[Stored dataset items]
========

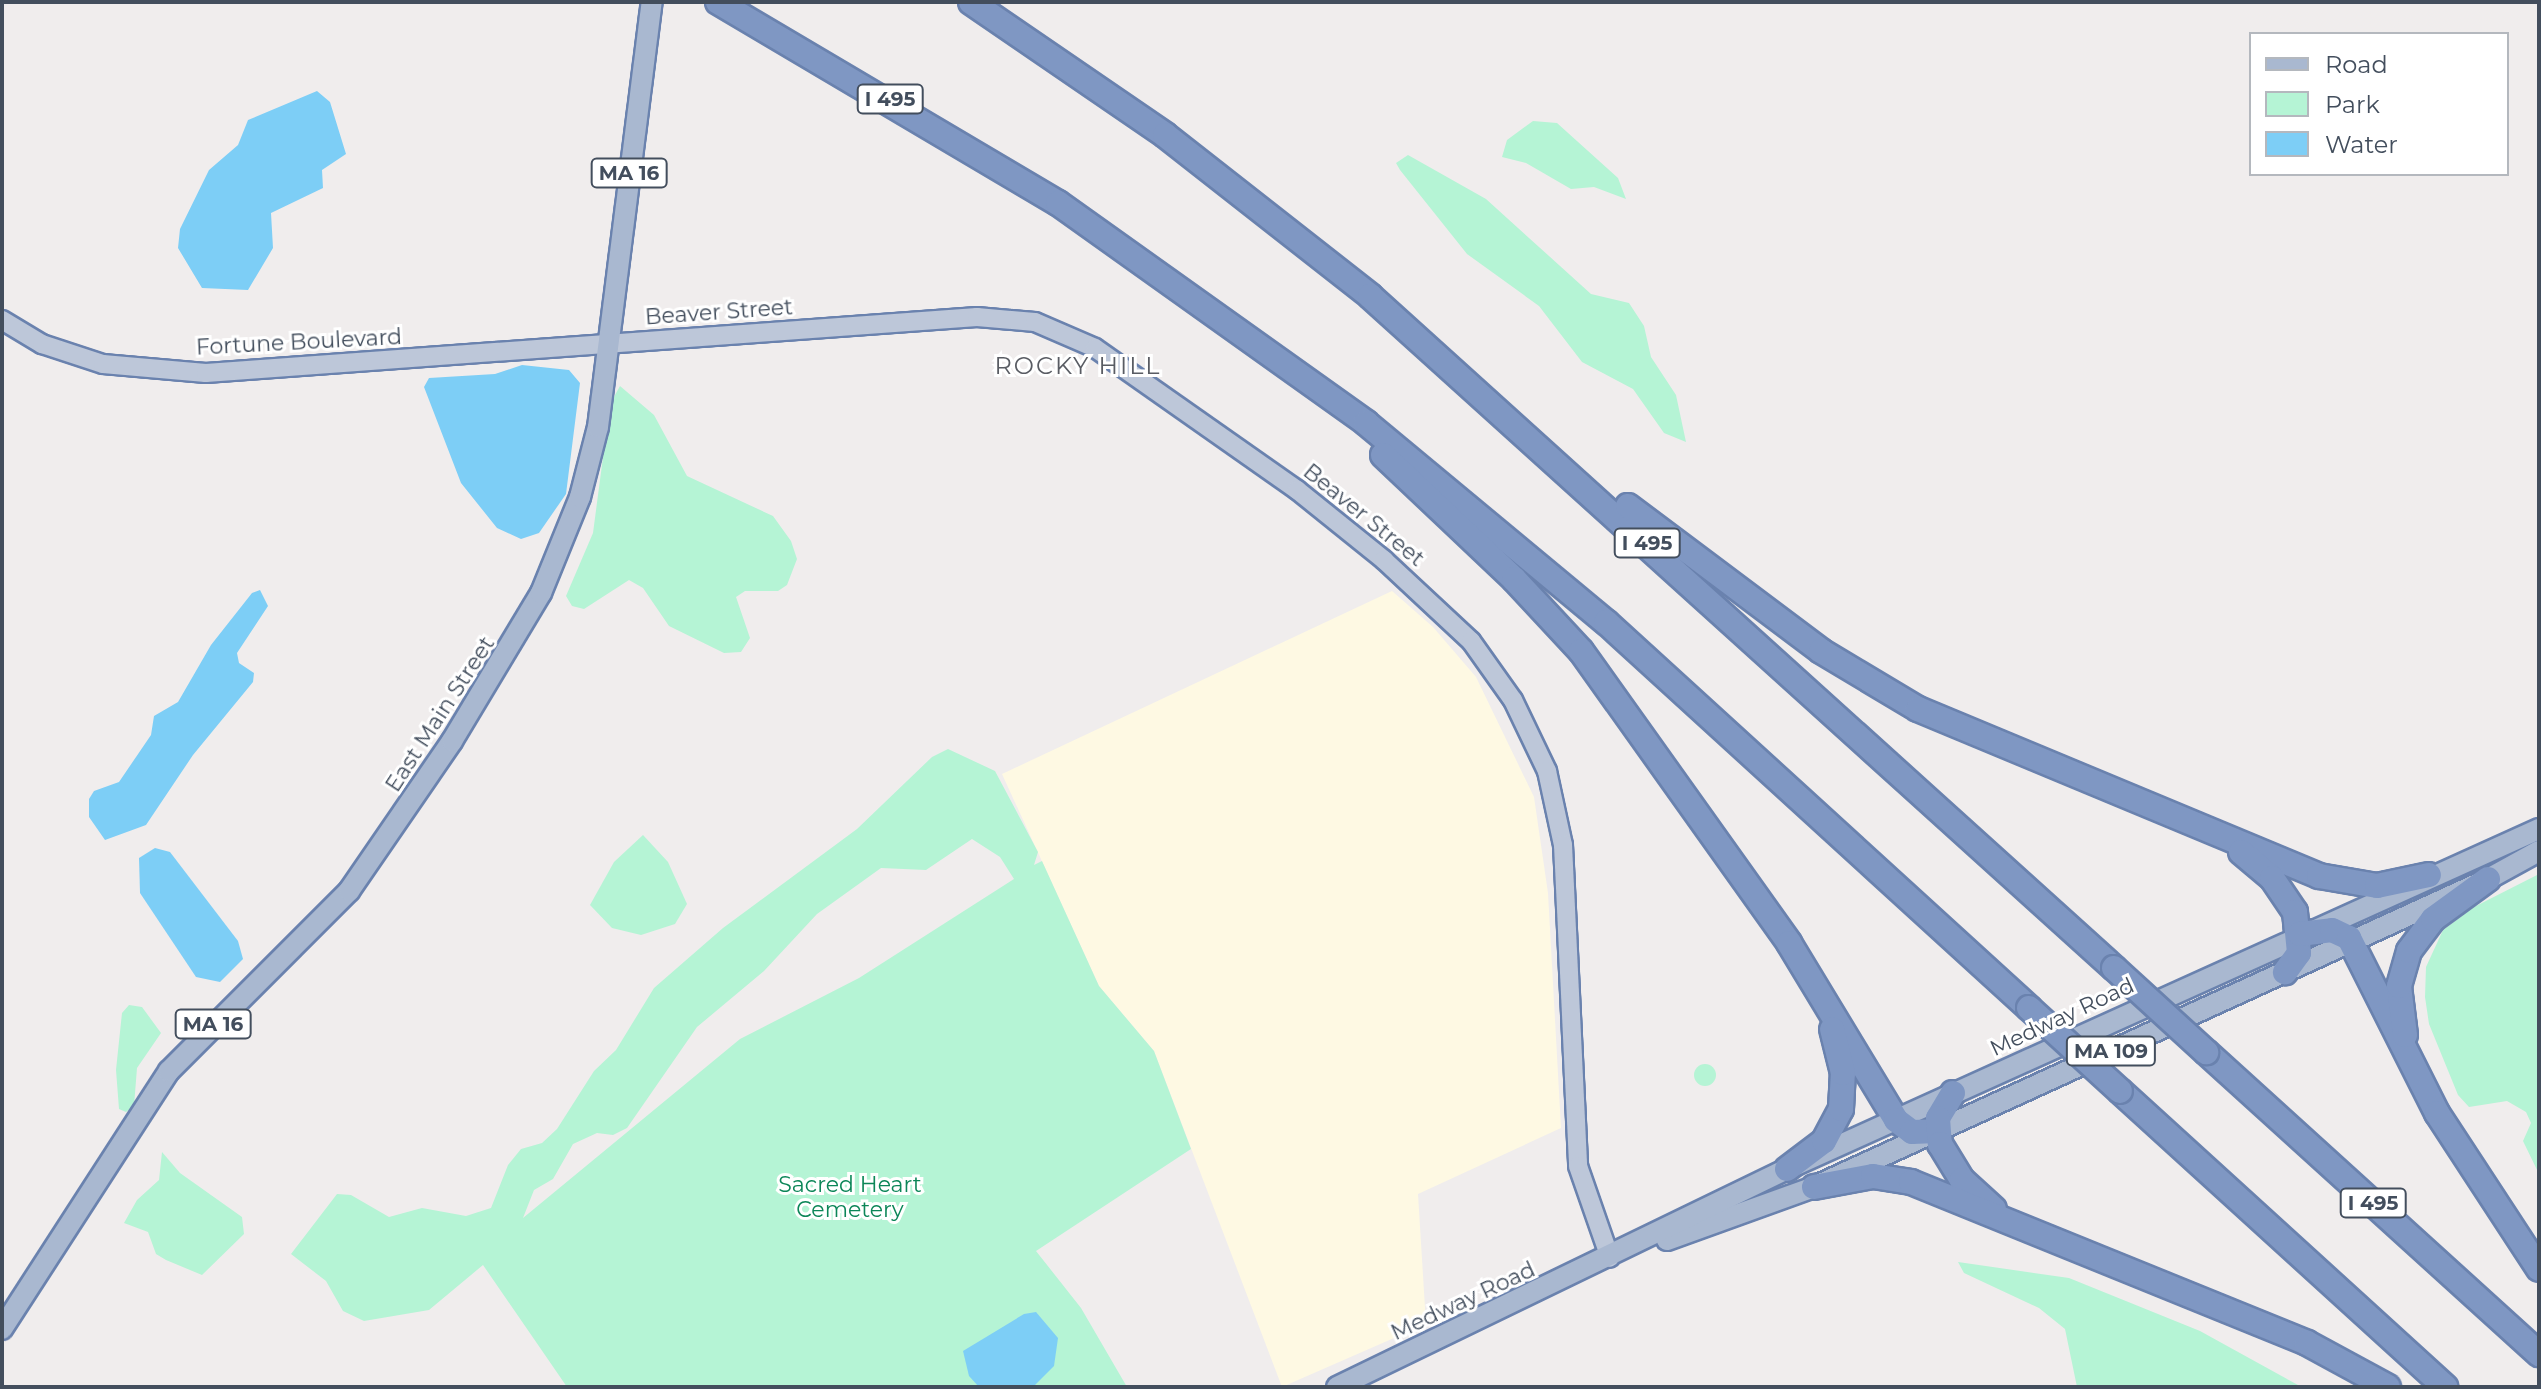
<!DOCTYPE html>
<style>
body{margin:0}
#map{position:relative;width:2541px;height:1389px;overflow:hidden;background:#f0eded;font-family:Montserrat,sans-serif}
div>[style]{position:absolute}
.commercial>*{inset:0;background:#fef9e3}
.green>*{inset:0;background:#b5f4d5}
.round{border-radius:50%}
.water>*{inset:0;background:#7dcef6}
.roads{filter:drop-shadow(2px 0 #6a82ae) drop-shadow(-2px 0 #6a82ae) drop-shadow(0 2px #6a82ae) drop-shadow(0 -2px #6a82ae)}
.secondary>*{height:18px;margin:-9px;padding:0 9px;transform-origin:9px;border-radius:9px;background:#bdc7d9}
.primary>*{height:20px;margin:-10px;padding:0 10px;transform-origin:10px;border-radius:10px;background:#a9b8d0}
.motorway>*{height:24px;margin:-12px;padding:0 12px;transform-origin:12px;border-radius:12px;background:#7f97c3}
.bridges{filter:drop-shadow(2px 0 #6a82ae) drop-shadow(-2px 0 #6a82ae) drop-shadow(0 2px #6a82ae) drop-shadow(0 -2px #6a82ae)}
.motorway-bridge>*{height:24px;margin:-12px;padding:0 12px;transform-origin:12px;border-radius:12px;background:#7f97c3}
span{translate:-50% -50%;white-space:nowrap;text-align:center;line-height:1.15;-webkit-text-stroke:6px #fff;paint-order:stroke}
.shield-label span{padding:2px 6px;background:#fff;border:2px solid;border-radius:6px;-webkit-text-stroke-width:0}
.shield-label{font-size:20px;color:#434e5d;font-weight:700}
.street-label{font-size:22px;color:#434e5d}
.park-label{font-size:22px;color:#0c8658}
.neighbourhood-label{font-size:24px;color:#595c63;letter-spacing:2px}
.frame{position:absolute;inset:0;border:4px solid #434e5d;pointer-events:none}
.legend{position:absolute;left:2249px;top:32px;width:260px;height:144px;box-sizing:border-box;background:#fff;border:2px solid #b4b8be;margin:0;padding:10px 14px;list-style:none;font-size:24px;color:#434e5d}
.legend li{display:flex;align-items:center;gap:16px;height:40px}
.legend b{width:40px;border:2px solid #b4b8be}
</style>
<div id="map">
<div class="commercial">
<div style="clip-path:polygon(1392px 591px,1433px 627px,1476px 677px,1534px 797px,1548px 893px,1561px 1128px,1418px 1194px,1426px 1324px,1282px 1387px,1154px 1051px,1099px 986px,1002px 774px)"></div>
</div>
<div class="green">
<div style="clip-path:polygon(1533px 121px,1557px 123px,1618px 178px,1626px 199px,1594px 187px,1571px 189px,1526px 163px,1502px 157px,1507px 140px)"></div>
<div style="clip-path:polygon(1408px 155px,1486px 199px,1591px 294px,1629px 303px,1644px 326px,1651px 357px,1676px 395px,1686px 442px,1664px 433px,1633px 389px,1582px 362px,1539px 306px,1467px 254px,1400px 170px,1396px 163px)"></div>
<div style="clip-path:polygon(620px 386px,654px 415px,687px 476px,773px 516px,791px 541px,797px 559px,787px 585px,778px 591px,745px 591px,736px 597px,750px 638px,741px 652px,724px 653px,669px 626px,643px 588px,629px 580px,584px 609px,572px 606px,566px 596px,593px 533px,610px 404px)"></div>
<div style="clip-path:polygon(evenodd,948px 749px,995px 771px,1038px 852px,1034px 865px,1042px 861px,1099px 986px,1154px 1051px,1191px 1149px,1036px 1251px,1081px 1308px,1127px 1387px,567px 1387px,483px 1265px,429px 1310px,364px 1321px,343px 1311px,326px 1281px,291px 1254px,337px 1194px,351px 1195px,389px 1217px,422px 1208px,466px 1216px,491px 1208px,508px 1165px,521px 1149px,542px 1143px,557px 1129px,594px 1071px,616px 1050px,654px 988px,723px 928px,857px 829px,932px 757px,948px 749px,972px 839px,1000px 857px,1014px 879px,859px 978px,740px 1039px,523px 1218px,534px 1190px,553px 1179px,573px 1144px,597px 1133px,613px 1135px,627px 1128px,697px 1027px,764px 971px,817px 914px,881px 868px,926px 870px,972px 839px)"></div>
<div style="clip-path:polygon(643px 835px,668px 862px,687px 904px,675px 924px,641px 935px,612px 928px,590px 905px,614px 862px)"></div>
<div style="clip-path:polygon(2539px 874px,2539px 1174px,2523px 1141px,2531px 1123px,2526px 1112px,2507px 1101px,2469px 1107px,2458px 1095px,2429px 1024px,2425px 997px,2426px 967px,2443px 930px,2474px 907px)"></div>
<div style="clip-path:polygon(129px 1005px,142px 1007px,161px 1033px,137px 1068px,134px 1106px,126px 1112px,119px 1109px,116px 1070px,122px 1013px)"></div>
<div class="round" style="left:1694px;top:1064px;width:22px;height:22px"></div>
<div style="clip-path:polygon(162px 1152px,180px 1173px,242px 1217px,244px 1234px,202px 1275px,166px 1260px,156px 1254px,148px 1232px,124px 1223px,137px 1200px,159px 1180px)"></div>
<div style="clip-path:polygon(1958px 1262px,2069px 1278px,2200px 1331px,2298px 1385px,2077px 1387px,2065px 1329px,2039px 1308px,1964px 1273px)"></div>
</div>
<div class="water">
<div style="clip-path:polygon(317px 91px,330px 102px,346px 154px,322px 170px,323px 188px,271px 213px,273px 248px,248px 290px,202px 288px,178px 248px,180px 229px,209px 170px,238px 145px,248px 120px)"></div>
<div style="clip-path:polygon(522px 365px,569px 370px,580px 383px,566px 494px,539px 533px,521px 539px,497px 528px,461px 483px,424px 387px,429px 378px,495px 374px)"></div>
<div style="clip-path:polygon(260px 590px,268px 606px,237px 653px,239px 663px,254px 673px,253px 682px,193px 755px,146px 825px,105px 840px,89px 817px,89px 799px,94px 791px,119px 782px,151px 735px,154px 716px,178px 702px,211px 645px,252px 593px)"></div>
<div style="clip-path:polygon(155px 848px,170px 852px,238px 941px,243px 959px,220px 982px,196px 977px,140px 893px,139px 858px)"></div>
<div style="clip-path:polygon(1036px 1312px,1058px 1338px,1054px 1366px,1033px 1387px,979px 1387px,969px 1376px,963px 1351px,1024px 1314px)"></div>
</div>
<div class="roads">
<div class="secondary">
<div style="left:2px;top:320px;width:47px;rotate:31deg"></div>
<div style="left:42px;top:344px;width:64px;rotate:18.2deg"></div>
<div style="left:103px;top:364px;width:103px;rotate:5deg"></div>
<div style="left:206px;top:373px;width:773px;rotate:-4.15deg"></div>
<div style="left:977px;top:317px;width:58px;rotate:4.9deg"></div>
<div style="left:1035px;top:322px;width:65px;rotate:23.4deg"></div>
<div style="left:1095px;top:348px;width:247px;rotate:35.1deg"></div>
<div style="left:1297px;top:490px;width:112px;rotate:38.8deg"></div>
<div style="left:1384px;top:560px;width:119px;rotate:43deg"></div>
<div style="left:1471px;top:641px;width:72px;rotate:54.6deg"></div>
<div style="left:1513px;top:700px;width:79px;rotate:64.4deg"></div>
<div style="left:1547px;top:771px;width:76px;rotate:77.8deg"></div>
<div style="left:1563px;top:845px;width:321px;rotate:87.3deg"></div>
<div style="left:1578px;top:1166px;width:97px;rotate:70.8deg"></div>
</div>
<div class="primary">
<div style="left:1667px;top:1240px;width:156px;rotate:-19.8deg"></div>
<div style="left:1814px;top:1187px;width:741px;rotate:-24.56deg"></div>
<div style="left:2488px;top:879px;width:58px;rotate:-28.8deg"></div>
<div style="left:2px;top:1329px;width:307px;rotate:-57.1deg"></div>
<div style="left:169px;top:1071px;width:255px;rotate:-45deg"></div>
<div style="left:349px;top:891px;width:182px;rotate:-55.5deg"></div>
<div style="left:452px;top:741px;width:173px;rotate:-59deg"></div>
<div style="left:541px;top:593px;width:104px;rotate:-67.9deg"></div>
<div style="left:580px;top:497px;width:72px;rotate:-75.6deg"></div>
<div style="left:598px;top:427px;width:428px;rotate:-82.8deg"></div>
<div style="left:1337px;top:1387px;width:500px;rotate:-25.85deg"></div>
<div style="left:1787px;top:1169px;width:825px;rotate:-24.33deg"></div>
</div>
<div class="motorway">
<div style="left:718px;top:2px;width:395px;rotate:30.6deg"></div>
<div style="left:1058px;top:203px;width:379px;rotate:35.5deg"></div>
<div style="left:1366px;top:423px;width:312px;rotate:39.7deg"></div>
<div style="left:1606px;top:622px;width:573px;rotate:42.38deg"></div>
<div style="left:971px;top:2px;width:235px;rotate:34.4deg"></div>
<div style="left:1165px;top:135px;width:261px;rotate:38.1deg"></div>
<div style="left:1370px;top:296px;width:1003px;rotate:42.09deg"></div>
<div style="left:1383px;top:455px;width:180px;rotate:43.4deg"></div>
<div style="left:1514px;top:579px;width:98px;rotate:47.1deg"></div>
<div style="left:1581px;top:651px;width:359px;rotate:54.5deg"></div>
<div style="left:1789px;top:943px;width:207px;rotate:58.8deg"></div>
<div style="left:1896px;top:1120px;width:20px;rotate:37deg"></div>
<div style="left:1912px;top:1132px;width:25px;rotate:-2deg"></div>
<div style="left:1628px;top:506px;width:241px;rotate:36.9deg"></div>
<div style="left:1821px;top:651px;width:113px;rotate:30.9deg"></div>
<div style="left:1918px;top:709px;width:434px;rotate:22.6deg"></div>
<div style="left:2319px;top:876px;width:59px;rotate:9.8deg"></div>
<div style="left:2377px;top:886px;width:53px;rotate:-11.9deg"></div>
<div style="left:2241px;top:852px;width:40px;rotate:40deg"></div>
<div style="left:2272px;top:878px;width:41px;rotate:55.9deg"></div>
<div style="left:2295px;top:912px;width:41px;rotate:84.4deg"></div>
<div style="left:2299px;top:953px;width:24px;rotate:126deg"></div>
<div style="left:2300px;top:934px;width:32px;rotate:-7deg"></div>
<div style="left:2332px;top:930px;width:19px;rotate:25deg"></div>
<div style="left:2349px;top:938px;width:196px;rotate:63.3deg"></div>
<div style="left:2437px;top:1113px;width:186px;rotate:56.8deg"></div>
<div style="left:2405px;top:1035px;width:49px;rotate:-97deg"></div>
<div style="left:2399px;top:986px;width:36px;rotate:-74deg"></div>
<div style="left:2409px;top:951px;width:40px;rotate:-53deg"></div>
<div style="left:2433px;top:919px;width:68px;rotate:-36deg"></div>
<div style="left:2206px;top:1052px;width:450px;rotate:42.2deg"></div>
<div style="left:2120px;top:1091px;width:440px;rotate:42.3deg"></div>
<div style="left:1953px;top:1093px;width:29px;rotate:121deg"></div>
<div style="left:1938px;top:1118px;width:26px;rotate:86deg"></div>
<div style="left:1940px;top:1144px;width:42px;rotate:58.6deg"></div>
<div style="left:1962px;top:1180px;width:43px;rotate:42.2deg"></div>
<div style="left:1787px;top:1169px;width:46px;rotate:-37.1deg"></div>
<div style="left:1824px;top:1141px;width:36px;rotate:-62deg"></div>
<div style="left:1841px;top:1109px;width:36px;rotate:-87deg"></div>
<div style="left:1843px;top:1073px;width:45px;rotate:-104deg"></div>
<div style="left:1814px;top:1187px;width:60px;rotate:-10.6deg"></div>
<div style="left:1873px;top:1176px;width:38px;rotate:9deg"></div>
<div style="left:1911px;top:1182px;width:427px;rotate:22.1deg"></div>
<div style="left:2307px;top:1343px;width:92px;rotate:28.5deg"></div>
</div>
</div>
<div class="bridges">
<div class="motorway-bridge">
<div style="left:2114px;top:968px;width:125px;rotate:42.4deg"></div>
<div style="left:2029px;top:1008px;width:123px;rotate:42.4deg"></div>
</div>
</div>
<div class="shield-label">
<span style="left:890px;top:99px">I 495</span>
<span style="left:629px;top:173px">MA 16</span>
<span style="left:1647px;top:543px">I 495</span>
<span style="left:213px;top:1024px">MA 16</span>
<span style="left:2111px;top:1051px">MA 109</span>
<span style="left:2373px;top:1203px">I 495</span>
</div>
<div class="street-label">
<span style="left:719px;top:312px;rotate:-4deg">Beaver Street</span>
<span style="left:299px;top:342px;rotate:-3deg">Fortune Boulevard</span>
<span style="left:1364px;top:515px;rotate:39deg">Beaver Street</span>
<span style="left:440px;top:714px;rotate:-57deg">East Main Street</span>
<span style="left:2062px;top:1017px;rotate:-25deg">Medway Road</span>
<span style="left:1463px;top:1301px;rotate:-25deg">Medway Road</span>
</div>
<div class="park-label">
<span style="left:850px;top:1197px">Sacred Heart<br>Cemetery</span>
</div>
<div class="neighbourhood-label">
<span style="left:1078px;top:366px">ROCKY HILL</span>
</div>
<div class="frame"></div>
<ul class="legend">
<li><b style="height:10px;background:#a9b8d0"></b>Road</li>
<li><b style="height:22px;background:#b5f4d5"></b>Park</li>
<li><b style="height:22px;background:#7dcef6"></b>Water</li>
</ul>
</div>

========

■ **Exercise description**: For each line above that includes the word "roads", make a copy of that line.

■ **Task solution**:
.roads{filter:drop-shadow(2px 0 #6a82ae) drop-shadow(-2px 0 #6a82ae) drop-shadow(0 2px #6a82ae) drop-shadow(0 -2px #6a82ae)}
<div class="roads">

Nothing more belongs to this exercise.